A bord de son camion, Pony (Julian Cheung) installe ce qu’il faut de mystère pour inquiéter son guide. Que transporte t-il ? Son calme apparent cache t-il quelque chose ? Sur la route, Mapking lui raconte une histoire surnaturelle qui s’est déroulé sur le lieu de leur destination il y a une dizaine d’années déjà : un groupe de quatre mobs débarquent chez une femme veuve vivant seule avec son enfant grassouillet, et demandent à être nourris et hébergés. Ils transportent avec eux une mallette contenant argent et lingots d’or et ont du sang plein les mains. Pendant que ces deniers entament une partie de cartes, la jeune femme installe un parcours de bougies à l’entrée de sa maison pour accueillir l’esprit de son défunt mari, censé revenir chez lui sept jours après sa mort. Une des mobs, superstitieux, reste sur ses gardes, tandis qu’un autre, excité par la situation (une jolie femme, seule), s’en va la violer à l’étage, qu’importe le code d’honneur instauré par leur chef. En redescendant pour préparer le repas, la jeune femme attend son mari patiemment face à la crainte de plus en plus grande des gangsters : quelque chose ne tourne pas rond, et le plus superstitieux d’entre eux ne va pas tarder à s’en rendre compte en demandant si quelqu’un parmi eux a fait quelque chose de mal, et si oui, qu’il s’en excuse immédiatement pour ne pas froisser l’esprit du revenant. Incapables de gérer la situation face à un esprit de plus en plus présent et énervé, on le comprend, le repas va tourner au drame. Le film revient alors au moment présent, tandis que les deux conducteurs s’arrêtent sur une aire de repos. En repartant, Pony lui fait comprendre que son histoire n’est pas tout à fait exacte et qu’il a également entendu parler d’une histoire similaire, mais qui elle est véritable. Seuls les personnages, l’époque et le lieu évoqués par Mapking sont inchangés, quant au reste…

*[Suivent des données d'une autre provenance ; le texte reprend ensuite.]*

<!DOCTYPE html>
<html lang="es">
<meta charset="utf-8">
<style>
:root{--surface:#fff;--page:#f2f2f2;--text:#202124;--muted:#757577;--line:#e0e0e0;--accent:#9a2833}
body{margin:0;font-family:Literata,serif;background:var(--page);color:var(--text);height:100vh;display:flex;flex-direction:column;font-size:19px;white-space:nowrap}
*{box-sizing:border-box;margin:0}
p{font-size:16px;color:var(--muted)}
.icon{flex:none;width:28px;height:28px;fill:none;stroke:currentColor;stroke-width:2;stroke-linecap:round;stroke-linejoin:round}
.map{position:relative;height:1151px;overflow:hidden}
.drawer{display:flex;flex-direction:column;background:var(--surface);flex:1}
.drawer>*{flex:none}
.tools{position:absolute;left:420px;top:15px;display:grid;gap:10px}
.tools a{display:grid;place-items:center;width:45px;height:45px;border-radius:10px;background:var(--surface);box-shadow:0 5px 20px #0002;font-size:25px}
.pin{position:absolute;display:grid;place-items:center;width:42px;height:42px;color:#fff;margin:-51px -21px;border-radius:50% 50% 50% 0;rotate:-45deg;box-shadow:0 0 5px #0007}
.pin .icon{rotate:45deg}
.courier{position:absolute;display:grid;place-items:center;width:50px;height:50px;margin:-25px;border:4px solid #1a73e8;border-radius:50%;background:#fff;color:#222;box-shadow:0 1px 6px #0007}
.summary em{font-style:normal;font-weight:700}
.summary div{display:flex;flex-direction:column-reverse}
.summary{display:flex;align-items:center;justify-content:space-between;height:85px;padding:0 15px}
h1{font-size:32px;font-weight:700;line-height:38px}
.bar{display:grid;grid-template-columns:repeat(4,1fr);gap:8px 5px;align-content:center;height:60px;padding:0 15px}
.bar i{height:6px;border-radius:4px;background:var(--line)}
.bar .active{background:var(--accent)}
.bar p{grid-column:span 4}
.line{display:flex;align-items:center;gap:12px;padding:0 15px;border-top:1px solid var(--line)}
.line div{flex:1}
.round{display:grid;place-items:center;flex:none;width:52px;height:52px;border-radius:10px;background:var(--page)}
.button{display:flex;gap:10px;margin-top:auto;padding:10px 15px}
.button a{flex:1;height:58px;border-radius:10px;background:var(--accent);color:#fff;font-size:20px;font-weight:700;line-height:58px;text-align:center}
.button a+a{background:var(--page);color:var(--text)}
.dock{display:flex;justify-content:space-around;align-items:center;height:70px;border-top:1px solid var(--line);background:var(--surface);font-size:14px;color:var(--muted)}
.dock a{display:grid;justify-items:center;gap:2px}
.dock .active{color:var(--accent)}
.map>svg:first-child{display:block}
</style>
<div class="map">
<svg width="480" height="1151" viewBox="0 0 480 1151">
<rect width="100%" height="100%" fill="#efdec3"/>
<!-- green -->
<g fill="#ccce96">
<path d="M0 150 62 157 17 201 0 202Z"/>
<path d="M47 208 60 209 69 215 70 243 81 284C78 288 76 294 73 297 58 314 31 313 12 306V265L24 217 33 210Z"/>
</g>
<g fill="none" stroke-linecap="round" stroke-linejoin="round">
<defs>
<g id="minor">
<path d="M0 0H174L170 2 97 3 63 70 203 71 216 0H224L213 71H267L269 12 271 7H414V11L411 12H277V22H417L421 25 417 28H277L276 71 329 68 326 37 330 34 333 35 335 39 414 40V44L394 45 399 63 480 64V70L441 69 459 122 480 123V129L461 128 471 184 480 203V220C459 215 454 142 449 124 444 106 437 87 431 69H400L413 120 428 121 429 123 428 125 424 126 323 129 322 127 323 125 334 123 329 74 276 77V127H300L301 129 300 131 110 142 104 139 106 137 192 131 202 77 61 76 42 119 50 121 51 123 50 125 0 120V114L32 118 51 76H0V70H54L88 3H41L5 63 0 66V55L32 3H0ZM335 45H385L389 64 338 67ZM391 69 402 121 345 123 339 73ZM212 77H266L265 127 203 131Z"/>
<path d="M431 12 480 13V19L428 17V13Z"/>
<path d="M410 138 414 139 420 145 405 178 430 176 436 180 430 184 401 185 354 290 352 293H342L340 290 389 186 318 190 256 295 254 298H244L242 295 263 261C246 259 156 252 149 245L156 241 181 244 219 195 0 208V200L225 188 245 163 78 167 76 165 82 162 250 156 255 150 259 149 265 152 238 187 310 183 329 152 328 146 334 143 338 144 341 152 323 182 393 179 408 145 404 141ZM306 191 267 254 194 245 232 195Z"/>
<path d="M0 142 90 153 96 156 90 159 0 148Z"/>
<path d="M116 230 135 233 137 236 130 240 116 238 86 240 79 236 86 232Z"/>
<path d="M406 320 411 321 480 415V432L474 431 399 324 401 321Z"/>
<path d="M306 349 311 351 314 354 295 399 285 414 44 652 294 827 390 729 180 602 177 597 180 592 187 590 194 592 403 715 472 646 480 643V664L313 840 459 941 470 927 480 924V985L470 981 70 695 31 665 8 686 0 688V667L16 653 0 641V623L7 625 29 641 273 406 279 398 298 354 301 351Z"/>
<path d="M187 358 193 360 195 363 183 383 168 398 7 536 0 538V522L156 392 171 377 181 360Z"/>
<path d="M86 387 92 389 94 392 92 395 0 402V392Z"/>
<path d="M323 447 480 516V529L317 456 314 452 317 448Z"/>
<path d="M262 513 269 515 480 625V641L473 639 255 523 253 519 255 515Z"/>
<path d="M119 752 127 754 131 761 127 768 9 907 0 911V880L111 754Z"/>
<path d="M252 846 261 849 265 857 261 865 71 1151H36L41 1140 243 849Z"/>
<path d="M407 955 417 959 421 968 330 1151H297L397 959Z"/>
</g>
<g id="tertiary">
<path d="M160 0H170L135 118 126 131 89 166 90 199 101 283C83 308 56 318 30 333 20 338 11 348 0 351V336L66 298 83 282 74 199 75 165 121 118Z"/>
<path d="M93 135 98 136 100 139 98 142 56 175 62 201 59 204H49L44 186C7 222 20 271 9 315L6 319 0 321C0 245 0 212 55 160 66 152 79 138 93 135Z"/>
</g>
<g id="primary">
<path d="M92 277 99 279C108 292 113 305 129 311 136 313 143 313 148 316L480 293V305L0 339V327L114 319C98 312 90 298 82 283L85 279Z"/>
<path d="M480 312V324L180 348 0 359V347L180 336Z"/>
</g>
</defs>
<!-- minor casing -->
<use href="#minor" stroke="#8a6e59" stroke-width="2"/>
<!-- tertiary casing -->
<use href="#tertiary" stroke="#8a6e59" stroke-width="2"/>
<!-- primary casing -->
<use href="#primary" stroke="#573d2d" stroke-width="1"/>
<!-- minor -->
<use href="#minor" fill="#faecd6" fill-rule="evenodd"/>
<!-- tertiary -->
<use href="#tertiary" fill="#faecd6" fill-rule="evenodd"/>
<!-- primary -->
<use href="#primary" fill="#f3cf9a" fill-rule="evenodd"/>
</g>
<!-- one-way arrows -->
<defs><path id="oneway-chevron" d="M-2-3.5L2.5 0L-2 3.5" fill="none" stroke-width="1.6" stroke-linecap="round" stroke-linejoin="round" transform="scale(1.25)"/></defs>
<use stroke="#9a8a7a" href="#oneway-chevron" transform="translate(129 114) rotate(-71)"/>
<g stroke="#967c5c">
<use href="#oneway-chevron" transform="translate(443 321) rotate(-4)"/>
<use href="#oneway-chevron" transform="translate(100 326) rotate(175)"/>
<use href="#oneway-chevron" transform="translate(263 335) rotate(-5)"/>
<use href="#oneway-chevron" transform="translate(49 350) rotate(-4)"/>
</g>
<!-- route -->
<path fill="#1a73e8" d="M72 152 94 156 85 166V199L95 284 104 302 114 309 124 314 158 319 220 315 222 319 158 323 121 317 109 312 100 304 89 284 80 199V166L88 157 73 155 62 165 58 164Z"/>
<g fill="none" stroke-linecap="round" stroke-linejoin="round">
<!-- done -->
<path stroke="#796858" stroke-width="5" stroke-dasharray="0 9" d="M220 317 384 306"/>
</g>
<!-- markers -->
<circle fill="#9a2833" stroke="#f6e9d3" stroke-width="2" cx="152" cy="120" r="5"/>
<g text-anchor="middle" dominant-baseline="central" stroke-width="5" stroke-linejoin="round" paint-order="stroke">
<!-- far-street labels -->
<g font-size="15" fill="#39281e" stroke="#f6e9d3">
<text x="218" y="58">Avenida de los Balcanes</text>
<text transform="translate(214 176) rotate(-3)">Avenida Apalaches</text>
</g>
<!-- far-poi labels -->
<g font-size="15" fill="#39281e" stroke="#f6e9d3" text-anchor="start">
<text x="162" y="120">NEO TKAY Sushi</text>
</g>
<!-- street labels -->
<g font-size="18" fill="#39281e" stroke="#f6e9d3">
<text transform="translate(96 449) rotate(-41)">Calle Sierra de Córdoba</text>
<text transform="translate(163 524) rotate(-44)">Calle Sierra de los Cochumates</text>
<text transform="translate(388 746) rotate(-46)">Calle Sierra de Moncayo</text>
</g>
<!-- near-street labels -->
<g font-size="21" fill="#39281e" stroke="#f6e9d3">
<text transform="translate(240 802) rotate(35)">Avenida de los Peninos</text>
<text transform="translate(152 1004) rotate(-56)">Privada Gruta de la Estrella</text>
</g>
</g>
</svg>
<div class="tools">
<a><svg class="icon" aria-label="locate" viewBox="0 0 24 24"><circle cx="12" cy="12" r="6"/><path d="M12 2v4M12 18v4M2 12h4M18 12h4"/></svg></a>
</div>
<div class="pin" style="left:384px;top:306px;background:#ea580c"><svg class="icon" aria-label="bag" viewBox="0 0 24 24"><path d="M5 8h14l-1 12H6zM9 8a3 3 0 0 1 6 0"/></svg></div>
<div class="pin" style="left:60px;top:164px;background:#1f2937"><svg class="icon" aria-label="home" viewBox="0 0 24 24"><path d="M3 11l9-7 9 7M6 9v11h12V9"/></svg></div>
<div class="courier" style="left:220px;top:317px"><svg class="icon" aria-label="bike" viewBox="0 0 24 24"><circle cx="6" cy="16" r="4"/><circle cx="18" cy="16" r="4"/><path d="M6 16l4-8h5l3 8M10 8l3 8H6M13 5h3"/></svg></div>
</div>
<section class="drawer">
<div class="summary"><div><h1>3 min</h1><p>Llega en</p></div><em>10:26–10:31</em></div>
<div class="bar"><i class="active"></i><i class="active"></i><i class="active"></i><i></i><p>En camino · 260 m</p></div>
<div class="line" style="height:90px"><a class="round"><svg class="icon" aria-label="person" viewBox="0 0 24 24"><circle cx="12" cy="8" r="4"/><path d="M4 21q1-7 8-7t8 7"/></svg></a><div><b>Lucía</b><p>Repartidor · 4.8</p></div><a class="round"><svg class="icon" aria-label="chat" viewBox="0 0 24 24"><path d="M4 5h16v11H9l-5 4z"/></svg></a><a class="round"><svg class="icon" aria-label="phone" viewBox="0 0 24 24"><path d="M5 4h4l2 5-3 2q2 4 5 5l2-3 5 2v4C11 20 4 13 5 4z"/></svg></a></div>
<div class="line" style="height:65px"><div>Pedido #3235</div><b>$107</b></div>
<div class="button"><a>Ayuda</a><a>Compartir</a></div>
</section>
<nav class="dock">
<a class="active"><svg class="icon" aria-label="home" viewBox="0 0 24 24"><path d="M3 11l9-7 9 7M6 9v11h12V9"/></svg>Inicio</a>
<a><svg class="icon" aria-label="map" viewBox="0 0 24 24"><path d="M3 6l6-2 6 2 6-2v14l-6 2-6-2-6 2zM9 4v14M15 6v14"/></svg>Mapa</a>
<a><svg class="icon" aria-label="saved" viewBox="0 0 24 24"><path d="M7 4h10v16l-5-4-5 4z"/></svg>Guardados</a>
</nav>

On retourne donc au village de la Lune et du Soleil trente ans en arrière, exception faite que les évènements qui s’y sont déroulés diffèrent entièrement. The First 7th Night crée alors la confusion la plus totale chez le spectateur en lorgnant vers la structure d’un Rashomon, c'est-à-dire une histoire racontée sous plusieurs angles différents, multipliant ainsi les points de vue. En revanche dans le cas présent, seul le récit de Pony est exact, à la différence que celui-ci est bien plus tragique que celui de Mapking. Et étrangement, cette histoire et l’enfance de Mapking se retrouvent étroitement liées. Qu’à cela ne tienne, Herman Yau sait raconter une histoire. En tirant un simple road-movie vers des sommets effrayants, le cinéaste nous refait le coup du film de genre efficace, malgré son économie de moyens et ses longueurs. Tourné en grande majorité dans une obscurité étouffante avec la technique de la HD, The First 7th Night profite d’une plastique plutôt léchée en dépit de certains tics formels comme les flashs ou les soubresauts hors propos. Mais le plus intéressant ici n’est pas ce qui se déroule au village de la Lune et du Soleil, pas même les belles ambiances sonores faites au synthétiseur, mais plutôt les surprises qui découlent d’une trame sachant préserver le suspense jusqu’au générique de fin, mêlant spirituel et légende, rappelant combien le cinéma asiatique est unique dans sa manière de détourner les codes. Mais la beauté de la séquence finale ne fait pas oublier les accès de violence sidérants de la seconde partie du film, présents comme pour redire au spectateur que le cinéaste d’Ebola Syndrome ne s’est pas totalement apaisé avec l’âge. Dans une explosion de furie hystérique, laissant de côté les codes du film de fantôme pour foncer droit au but, les corps sont criblés de balles et encaissent la rage des profiteurs. Une fois de plus, tout est une question de gros sous et de femmes, qu’importe le caractère fantastique du métrage. Herman Yau aura réalisé avec The First 7th Night un authentique moment de plaisir jouissif malgré ses défauts, ne faisant pas oublier le cinéaste versatile qu’il est, imprévisible et surtout concerné par les problèmes de société malgré un script qui ne prête pourtant pas à ce genre de réflexion. Faites comme Gordon, passez la seconde et laissez vous tenter.